• Extracted information:
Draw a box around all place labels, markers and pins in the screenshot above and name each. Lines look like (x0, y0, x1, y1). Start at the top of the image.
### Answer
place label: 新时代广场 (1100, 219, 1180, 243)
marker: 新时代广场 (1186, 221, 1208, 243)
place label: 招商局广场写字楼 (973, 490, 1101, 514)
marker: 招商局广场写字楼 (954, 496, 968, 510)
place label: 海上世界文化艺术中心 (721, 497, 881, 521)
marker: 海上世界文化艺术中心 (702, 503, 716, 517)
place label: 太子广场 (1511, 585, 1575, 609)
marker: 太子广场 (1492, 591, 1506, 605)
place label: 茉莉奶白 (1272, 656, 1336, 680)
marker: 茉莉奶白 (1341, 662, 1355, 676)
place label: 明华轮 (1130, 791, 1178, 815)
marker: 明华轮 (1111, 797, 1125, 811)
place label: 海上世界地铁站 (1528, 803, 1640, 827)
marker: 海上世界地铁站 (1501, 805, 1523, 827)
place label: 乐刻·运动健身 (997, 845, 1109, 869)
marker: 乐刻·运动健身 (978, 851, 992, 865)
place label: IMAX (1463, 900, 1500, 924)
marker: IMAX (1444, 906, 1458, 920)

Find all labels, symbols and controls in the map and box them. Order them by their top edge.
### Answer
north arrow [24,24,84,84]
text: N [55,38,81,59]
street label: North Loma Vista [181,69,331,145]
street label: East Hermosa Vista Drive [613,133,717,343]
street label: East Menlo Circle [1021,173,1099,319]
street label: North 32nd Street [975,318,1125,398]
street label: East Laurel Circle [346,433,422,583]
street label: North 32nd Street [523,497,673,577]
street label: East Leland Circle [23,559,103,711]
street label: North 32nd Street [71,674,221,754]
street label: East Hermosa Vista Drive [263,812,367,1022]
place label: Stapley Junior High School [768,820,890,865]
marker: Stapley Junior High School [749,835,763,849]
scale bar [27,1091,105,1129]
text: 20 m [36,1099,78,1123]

• Work request:
No line may be left out; the records are to be transcribed in full.

• Task answer:
Draw a box around all place labels, markers and pins in the screenshot above and name each. Lines look like (x0, y0, x1, y1). Start at the top of the image.
### Answer
place label: 新时代广场 (1100, 219, 1180, 243)
marker: 新时代广场 (1186, 221, 1208, 243)
place label: 招商局广场写字楼 (973, 490, 1101, 514)
marker: 招商局广场写字楼 (954, 496, 968, 510)
place label: 海上世界文化艺术中心 (721, 497, 881, 521)
marker: 海上世界文化艺术中心 (702, 503, 716, 517)
place label: 太子广场 (1511, 585, 1575, 609)
marker: 太子广场 (1492, 591, 1506, 605)
place label: 茉莉奶白 (1272, 656, 1336, 680)
marker: 茉莉奶白 (1341, 662, 1355, 676)
place label: 明华轮 (1130, 791, 1178, 815)
marker: 明华轮 (1111, 797, 1125, 811)
place label: 海上世界地铁站 (1528, 803, 1640, 827)
marker: 海上世界地铁站 (1501, 805, 1523, 827)
place label: 乐刻·运动健身 (997, 845, 1109, 869)
marker: 乐刻·运动健身 (978, 851, 992, 865)
place label: IMAX (1463, 900, 1500, 924)
marker: IMAX (1444, 906, 1458, 920)

Find all labels, symbols and controls in the map and box them. Order them by their top edge.
### Answer
north arrow [24,24,84,84]
text: N [55,38,81,59]
street label: North Loma Vista [181,69,331,145]
street label: East Hermosa Vista Drive [613,133,717,343]
street label: East Menlo Circle [1021,173,1099,319]
street label: North 32nd Street [975,318,1125,398]
street label: East Laurel Circle [346,433,422,583]
street label: North 32nd Street [523,497,673,577]
street label: East Leland Circle [23,559,103,711]
street label: North 32nd Street [71,674,221,754]
street label: East Hermosa Vista Drive [263,812,367,1022]
place label: Stapley Junior High School [768,820,890,865]
marker: Stapley Junior High School [749,835,763,849]
scale bar [27,1091,105,1129]
text: 20 m [36,1099,78,1123]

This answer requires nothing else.